Zimbabwe and Zambia have signed an agreement to develop a cross-border railway aimed at improving mineral export routes, as southern African countries step up investment in infrastructure to support mining-led growth.
The two countries signed a memorandum of understanding to construct a 311-kilometre rail line linking Kafue in Zambia to Lion’s Den in Zimbabwe, near their shared border, according to official statements.
The project, estimated to cost more than $2 billion, will include about 94 kilometres of track on the Zambian side and is expected to connect key mining areas to regional export corridors.
Officials say the railway is designed to streamline the movement of minerals, reduce transport costs and improve logistics efficiency for exporters in both countries.
The initiative aligns with broader efforts led by the Pan-African Minerals Development Company, a joint entity overseeing mining-related assets historically held by the two countries’ public railway operators.
Authorities say the Kafue–Lion’s Den corridor will provide a more direct and secure route for transporting mineral output to international markets, strengthening competitiveness in the sector.
Zambian officials estimate the new line could cut transport distances to the Port of Beira by about 800 kilometres compared with the existing North–South corridor, potentially reshaping regional trade flows.
By shortening transit routes, the project is expected to reduce freight costs and delivery times, key factors for mining companies operating in landlocked countries.
The railway also forms part of a wider continental trend toward developing infrastructure linked to resource extraction.
Across Africa, governments are investing in rail corridors to connect mining basins with ports, aiming to unlock export potential and attract foreign investment.
In southern Africa, Mozambique’s Nacala corridor has been used to transport coal from inland mines to a deep-water port and is undergoing upgrades.

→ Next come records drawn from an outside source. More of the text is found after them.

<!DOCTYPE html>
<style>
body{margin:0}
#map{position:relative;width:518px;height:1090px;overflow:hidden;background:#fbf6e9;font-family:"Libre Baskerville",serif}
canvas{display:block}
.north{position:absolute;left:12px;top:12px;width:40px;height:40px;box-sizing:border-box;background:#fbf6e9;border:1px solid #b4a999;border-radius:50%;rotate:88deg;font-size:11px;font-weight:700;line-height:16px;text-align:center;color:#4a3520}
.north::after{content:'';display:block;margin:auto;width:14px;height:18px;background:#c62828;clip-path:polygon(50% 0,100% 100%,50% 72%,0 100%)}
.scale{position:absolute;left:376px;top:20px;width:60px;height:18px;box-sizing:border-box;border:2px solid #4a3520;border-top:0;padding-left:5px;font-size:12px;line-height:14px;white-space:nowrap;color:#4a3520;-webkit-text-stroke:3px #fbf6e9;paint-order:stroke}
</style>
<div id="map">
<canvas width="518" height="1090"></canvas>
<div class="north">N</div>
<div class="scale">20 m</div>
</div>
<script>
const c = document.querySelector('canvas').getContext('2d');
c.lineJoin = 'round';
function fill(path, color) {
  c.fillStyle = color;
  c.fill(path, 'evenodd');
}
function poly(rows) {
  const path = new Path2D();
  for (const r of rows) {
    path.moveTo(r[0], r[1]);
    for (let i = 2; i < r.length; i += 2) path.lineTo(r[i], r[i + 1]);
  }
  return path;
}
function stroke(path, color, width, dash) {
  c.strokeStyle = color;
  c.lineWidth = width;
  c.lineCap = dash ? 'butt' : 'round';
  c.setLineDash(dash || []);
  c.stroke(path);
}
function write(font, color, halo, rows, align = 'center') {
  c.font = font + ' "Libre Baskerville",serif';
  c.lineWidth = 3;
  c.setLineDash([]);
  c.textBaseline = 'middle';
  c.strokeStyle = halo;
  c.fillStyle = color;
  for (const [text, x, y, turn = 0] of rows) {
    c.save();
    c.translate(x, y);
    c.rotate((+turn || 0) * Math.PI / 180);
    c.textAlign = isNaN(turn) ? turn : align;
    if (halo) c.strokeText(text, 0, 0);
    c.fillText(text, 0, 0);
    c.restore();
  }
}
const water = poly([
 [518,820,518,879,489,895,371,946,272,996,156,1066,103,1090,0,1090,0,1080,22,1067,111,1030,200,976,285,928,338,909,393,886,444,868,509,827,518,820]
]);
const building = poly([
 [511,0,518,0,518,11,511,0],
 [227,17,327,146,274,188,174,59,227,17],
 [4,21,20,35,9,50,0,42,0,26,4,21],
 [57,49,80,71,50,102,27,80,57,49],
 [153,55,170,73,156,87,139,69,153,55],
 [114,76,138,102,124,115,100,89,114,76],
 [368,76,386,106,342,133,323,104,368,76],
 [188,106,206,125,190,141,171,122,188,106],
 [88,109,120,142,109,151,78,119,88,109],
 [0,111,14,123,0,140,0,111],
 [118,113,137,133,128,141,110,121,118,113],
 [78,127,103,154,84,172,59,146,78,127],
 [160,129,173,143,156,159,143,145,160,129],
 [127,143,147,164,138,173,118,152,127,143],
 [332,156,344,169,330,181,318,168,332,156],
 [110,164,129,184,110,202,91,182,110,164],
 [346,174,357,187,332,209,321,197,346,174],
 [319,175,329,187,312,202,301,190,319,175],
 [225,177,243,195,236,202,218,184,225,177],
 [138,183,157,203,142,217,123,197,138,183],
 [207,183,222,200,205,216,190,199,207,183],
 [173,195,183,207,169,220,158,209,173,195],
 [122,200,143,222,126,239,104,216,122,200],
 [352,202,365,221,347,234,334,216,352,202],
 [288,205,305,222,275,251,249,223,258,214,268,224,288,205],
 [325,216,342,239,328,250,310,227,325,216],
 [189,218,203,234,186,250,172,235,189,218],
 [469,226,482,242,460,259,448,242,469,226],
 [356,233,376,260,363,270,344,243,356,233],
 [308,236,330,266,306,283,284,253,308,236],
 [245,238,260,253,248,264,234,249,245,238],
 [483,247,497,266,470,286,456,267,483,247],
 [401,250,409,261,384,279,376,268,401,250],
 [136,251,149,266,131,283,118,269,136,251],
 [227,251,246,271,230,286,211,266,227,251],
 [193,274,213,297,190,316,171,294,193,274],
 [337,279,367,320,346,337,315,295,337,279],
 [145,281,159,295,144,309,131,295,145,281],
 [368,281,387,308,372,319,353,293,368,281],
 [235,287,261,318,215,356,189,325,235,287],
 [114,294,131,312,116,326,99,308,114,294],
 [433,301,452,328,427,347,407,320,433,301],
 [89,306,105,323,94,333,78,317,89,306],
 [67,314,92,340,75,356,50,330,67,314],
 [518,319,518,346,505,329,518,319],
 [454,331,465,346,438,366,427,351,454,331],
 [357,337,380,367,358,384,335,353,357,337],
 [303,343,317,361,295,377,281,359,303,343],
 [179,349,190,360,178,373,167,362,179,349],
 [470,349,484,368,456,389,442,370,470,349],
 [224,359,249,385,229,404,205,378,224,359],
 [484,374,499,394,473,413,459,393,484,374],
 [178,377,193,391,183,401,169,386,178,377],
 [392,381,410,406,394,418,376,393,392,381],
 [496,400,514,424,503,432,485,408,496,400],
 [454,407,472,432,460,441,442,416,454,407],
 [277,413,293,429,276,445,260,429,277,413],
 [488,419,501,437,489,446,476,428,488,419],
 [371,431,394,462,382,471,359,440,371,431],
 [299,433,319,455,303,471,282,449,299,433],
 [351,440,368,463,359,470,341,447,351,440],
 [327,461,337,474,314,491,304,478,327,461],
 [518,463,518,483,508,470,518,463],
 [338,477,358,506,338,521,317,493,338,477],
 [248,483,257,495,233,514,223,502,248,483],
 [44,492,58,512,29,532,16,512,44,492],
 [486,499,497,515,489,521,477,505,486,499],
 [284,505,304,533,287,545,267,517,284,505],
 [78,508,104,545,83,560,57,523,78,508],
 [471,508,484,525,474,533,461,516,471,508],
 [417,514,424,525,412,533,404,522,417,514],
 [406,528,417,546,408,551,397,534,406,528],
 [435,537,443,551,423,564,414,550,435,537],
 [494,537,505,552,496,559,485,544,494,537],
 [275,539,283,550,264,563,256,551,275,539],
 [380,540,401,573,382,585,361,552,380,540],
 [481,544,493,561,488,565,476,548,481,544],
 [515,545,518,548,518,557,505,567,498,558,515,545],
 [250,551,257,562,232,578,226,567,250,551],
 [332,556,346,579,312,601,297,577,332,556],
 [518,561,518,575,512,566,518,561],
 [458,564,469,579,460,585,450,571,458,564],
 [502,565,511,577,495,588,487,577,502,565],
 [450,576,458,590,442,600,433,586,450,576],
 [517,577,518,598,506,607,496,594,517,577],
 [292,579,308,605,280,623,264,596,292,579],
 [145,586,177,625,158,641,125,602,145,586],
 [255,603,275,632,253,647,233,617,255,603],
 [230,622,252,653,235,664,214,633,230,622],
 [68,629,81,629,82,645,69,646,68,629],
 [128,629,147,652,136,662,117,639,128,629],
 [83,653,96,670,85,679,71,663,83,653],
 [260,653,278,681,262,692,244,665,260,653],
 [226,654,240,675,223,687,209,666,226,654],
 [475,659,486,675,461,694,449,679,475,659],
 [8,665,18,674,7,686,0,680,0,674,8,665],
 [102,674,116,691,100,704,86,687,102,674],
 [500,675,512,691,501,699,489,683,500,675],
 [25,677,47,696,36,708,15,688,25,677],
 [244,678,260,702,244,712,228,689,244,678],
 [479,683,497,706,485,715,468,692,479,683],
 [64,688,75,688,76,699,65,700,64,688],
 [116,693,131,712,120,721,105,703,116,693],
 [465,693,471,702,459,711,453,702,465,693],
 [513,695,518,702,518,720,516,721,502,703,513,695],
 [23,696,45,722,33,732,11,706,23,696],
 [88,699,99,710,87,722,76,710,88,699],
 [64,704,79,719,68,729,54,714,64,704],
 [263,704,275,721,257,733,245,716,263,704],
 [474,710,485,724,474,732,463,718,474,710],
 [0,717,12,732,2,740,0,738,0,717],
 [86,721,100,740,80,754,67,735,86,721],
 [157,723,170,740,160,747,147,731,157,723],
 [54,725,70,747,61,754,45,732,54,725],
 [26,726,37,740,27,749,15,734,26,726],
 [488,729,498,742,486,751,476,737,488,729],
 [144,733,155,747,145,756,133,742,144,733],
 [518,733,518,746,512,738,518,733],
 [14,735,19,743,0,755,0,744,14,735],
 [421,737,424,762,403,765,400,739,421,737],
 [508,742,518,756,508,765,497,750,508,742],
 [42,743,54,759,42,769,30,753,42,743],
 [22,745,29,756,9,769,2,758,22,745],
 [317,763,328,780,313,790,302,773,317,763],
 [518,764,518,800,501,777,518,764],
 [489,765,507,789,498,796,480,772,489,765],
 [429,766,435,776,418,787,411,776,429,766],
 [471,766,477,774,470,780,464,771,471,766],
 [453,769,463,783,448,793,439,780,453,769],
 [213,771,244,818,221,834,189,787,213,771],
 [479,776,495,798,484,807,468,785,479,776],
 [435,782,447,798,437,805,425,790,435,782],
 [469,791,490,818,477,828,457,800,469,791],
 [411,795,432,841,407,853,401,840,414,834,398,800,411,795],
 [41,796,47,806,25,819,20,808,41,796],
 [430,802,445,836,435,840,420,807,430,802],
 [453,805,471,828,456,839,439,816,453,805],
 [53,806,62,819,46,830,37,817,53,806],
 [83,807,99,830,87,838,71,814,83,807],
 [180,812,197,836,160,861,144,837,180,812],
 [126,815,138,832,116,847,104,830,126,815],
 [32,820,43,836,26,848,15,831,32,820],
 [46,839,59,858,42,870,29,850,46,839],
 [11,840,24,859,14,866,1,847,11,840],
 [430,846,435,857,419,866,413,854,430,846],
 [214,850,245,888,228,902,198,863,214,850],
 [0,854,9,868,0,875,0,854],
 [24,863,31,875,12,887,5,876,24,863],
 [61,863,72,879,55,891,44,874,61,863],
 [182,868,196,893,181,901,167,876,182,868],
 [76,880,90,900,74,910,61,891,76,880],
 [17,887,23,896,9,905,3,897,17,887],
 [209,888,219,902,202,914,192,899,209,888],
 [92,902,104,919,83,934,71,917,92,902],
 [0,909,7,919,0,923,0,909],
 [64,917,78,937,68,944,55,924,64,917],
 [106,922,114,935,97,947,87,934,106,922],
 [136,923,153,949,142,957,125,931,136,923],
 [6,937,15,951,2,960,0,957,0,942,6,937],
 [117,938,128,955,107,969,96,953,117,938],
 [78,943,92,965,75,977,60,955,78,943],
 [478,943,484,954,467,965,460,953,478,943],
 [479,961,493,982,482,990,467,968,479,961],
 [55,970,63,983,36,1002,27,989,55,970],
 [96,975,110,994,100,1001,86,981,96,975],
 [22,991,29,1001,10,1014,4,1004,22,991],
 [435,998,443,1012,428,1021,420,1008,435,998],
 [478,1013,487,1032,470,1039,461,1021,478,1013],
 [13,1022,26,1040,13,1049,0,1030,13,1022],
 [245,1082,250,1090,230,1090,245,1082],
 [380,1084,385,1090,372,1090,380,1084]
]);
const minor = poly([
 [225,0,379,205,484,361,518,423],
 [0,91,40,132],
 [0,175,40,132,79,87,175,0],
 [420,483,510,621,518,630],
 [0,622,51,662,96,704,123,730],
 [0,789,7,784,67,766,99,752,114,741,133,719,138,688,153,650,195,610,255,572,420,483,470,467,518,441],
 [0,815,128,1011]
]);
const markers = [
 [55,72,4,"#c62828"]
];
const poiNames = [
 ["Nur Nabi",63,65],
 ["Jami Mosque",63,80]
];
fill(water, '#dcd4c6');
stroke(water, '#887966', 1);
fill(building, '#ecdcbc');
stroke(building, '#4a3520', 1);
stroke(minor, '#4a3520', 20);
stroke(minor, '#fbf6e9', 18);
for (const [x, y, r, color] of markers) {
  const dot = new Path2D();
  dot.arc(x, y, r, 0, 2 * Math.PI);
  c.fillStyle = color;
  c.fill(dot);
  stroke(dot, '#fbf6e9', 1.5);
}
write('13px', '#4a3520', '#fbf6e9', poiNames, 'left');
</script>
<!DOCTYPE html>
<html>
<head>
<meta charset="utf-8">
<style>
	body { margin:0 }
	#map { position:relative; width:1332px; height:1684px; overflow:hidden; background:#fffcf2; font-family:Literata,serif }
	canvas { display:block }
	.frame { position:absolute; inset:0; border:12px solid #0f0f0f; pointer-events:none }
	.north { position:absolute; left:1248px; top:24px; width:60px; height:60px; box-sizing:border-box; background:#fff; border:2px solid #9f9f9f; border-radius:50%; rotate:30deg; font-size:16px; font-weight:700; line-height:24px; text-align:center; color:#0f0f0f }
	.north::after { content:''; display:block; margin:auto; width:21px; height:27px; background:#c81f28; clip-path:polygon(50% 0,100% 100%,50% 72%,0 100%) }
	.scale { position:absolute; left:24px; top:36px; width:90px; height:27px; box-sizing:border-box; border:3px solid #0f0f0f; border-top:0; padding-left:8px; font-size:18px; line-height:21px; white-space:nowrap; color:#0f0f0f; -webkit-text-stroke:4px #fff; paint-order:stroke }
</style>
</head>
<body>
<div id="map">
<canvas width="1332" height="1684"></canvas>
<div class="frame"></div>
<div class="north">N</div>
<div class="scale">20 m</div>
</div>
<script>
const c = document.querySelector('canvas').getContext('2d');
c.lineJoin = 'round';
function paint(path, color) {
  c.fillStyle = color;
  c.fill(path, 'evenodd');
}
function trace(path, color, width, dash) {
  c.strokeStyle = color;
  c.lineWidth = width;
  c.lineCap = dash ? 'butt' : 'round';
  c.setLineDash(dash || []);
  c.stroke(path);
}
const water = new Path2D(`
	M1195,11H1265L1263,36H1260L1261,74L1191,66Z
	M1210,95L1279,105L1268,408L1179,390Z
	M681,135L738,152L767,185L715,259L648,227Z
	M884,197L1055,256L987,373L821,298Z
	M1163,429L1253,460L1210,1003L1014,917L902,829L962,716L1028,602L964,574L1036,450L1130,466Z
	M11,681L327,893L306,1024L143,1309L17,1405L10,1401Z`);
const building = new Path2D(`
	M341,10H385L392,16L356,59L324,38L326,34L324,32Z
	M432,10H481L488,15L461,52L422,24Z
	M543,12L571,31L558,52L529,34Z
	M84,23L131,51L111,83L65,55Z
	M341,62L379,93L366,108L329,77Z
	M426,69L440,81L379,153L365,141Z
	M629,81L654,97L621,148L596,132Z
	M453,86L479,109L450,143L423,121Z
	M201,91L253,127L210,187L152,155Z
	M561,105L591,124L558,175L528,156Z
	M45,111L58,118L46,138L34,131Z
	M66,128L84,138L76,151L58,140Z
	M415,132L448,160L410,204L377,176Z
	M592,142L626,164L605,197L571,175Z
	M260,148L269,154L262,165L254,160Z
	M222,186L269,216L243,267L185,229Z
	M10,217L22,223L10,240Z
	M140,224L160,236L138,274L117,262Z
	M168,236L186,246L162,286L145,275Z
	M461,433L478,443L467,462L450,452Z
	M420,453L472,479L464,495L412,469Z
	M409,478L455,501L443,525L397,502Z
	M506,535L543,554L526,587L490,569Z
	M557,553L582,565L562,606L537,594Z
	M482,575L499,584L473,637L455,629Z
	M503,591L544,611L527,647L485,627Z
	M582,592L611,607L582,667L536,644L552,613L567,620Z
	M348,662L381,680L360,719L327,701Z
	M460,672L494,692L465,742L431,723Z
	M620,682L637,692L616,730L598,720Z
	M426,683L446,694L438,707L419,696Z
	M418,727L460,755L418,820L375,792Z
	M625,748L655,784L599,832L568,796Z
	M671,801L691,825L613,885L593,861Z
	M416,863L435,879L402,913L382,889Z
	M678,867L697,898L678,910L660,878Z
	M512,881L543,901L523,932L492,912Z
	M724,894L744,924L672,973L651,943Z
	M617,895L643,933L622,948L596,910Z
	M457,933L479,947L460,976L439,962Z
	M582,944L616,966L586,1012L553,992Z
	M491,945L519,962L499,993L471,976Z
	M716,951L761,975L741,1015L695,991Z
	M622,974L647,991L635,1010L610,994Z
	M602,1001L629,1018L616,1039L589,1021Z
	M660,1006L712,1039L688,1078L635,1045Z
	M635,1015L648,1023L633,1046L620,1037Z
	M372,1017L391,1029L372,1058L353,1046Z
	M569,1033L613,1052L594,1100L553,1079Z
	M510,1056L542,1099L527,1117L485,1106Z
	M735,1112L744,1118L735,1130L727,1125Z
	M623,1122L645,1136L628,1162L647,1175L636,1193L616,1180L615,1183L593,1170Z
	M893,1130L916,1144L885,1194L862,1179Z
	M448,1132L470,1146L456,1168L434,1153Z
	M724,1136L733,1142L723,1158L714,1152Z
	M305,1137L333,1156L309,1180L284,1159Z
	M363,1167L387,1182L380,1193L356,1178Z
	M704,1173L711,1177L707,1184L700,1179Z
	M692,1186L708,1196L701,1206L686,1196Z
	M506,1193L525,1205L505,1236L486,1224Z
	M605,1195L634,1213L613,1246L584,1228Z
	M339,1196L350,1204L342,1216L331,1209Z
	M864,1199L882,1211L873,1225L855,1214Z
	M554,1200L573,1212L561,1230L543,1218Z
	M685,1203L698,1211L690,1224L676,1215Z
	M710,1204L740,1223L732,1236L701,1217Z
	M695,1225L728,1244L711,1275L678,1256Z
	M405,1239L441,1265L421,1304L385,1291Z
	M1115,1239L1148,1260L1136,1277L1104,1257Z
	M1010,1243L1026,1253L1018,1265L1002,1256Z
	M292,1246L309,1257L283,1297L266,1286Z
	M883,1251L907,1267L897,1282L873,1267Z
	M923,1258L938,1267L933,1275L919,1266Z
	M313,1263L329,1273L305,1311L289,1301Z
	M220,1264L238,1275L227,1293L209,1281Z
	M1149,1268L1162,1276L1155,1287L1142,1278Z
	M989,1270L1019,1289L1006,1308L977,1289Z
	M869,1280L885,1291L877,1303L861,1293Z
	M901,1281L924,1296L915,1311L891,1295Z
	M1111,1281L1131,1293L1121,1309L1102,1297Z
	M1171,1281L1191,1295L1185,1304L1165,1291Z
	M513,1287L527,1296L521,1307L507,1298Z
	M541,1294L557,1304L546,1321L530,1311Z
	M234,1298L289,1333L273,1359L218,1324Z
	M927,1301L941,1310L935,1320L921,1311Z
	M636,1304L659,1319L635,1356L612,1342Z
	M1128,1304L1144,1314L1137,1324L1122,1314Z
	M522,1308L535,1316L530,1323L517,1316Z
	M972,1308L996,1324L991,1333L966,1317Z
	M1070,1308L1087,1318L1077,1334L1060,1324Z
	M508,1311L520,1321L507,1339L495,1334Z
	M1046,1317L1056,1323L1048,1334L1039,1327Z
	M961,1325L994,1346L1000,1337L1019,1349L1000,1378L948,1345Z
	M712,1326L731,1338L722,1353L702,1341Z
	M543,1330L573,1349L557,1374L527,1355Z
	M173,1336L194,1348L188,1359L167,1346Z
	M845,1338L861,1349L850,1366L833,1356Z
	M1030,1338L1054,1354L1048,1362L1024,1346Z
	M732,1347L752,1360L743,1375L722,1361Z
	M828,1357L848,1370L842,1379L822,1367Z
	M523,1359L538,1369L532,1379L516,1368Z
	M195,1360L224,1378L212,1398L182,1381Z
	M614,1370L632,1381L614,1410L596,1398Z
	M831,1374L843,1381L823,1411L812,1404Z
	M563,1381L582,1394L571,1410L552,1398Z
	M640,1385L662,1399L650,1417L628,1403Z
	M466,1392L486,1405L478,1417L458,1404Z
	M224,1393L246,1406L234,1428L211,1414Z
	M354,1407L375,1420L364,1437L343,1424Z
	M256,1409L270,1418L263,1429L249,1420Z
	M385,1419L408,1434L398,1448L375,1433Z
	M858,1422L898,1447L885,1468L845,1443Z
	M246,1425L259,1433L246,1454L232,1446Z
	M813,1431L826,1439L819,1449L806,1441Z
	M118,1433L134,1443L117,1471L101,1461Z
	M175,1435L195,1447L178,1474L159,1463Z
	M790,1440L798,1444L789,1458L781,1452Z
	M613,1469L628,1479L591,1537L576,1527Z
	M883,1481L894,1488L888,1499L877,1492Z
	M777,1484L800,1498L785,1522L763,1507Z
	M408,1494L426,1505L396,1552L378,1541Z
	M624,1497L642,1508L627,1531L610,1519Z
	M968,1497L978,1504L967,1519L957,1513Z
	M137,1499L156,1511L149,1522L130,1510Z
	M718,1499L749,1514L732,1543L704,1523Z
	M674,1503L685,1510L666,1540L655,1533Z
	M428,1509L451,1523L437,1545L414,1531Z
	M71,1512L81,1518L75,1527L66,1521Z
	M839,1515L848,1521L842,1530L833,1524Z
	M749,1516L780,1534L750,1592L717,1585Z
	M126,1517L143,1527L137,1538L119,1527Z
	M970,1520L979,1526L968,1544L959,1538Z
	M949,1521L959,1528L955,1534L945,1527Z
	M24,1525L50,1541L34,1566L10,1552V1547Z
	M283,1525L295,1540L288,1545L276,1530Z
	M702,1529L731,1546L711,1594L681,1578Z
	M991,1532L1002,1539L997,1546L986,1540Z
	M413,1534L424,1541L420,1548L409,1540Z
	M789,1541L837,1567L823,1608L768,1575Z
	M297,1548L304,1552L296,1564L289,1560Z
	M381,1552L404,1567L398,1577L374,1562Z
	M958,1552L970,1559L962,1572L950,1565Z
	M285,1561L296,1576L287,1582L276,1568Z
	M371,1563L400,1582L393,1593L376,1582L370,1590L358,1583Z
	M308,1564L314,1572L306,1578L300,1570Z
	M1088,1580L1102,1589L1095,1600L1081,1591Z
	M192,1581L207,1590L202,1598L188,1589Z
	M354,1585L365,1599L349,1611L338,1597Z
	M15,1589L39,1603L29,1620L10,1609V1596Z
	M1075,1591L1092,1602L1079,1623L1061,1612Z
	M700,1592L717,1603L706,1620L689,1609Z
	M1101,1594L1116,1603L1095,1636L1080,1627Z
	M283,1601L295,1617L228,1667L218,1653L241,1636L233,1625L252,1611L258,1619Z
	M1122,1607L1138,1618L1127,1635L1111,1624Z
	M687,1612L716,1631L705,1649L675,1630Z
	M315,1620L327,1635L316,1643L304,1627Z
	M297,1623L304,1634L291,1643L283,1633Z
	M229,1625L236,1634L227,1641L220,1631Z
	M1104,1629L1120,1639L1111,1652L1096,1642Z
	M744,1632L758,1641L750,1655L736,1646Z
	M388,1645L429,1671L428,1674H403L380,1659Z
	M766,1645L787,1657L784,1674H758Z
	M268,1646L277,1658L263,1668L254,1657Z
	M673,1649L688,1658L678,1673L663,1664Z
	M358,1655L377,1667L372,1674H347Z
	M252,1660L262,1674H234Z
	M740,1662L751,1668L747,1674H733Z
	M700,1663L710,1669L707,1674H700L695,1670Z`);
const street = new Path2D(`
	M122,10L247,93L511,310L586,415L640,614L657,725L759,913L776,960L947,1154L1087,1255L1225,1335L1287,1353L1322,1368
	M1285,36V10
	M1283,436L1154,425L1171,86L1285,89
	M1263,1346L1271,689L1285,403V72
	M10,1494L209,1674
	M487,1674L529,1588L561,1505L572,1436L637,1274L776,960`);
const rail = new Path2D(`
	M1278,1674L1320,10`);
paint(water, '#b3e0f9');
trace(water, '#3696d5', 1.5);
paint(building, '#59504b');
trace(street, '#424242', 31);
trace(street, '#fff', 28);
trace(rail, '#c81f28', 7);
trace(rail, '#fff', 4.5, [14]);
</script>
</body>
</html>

Elsewhere, South Africa is pursuing reforms in its rail sector, including improvements to lines serving mining regions, while North African countries are advancing similar projects tied to iron ore and phosphate production.
In West Africa, Guinea has begun operations on part of a railway linked to the Simandou iron ore project, and Liberia is planning upgrades to its Yekepa–Buchanan line to support exports.
Central African countries such as Gabon are also investing in rail infrastructure to improve the transport of commodities like manganese.
Meanwhile, large-scale corridor projects in East Africa, including the Lobito and TAZARA routes, are attracting billions of dollars in investment as part of efforts to strengthen regional connectivity.
Despite growing momentum, financing remains a major challenge for many of these projects.
The Kafue–Lion’s Den railway will require substantial capital, and securing funding will be critical to moving the project from planning to execution.
Technical considerations also pose hurdles, particularly ensuring that the new line integrates smoothly with existing rail networks to allow efficient cross-border operations.
Analysts say interoperability, maintenance capacity and regulatory coordination will be key factors determining the project’s success.
If completed, the corridor could play a significant role in enhancing export capacity for both Zimbabwe and Zambia, while contributing to broader regional integration.
For now, the agreement signals a renewed push by African countries to leverage infrastructure development as a driver of economic growth, particularly in resource-rich regions seeking to maximise the value of their mineral exports.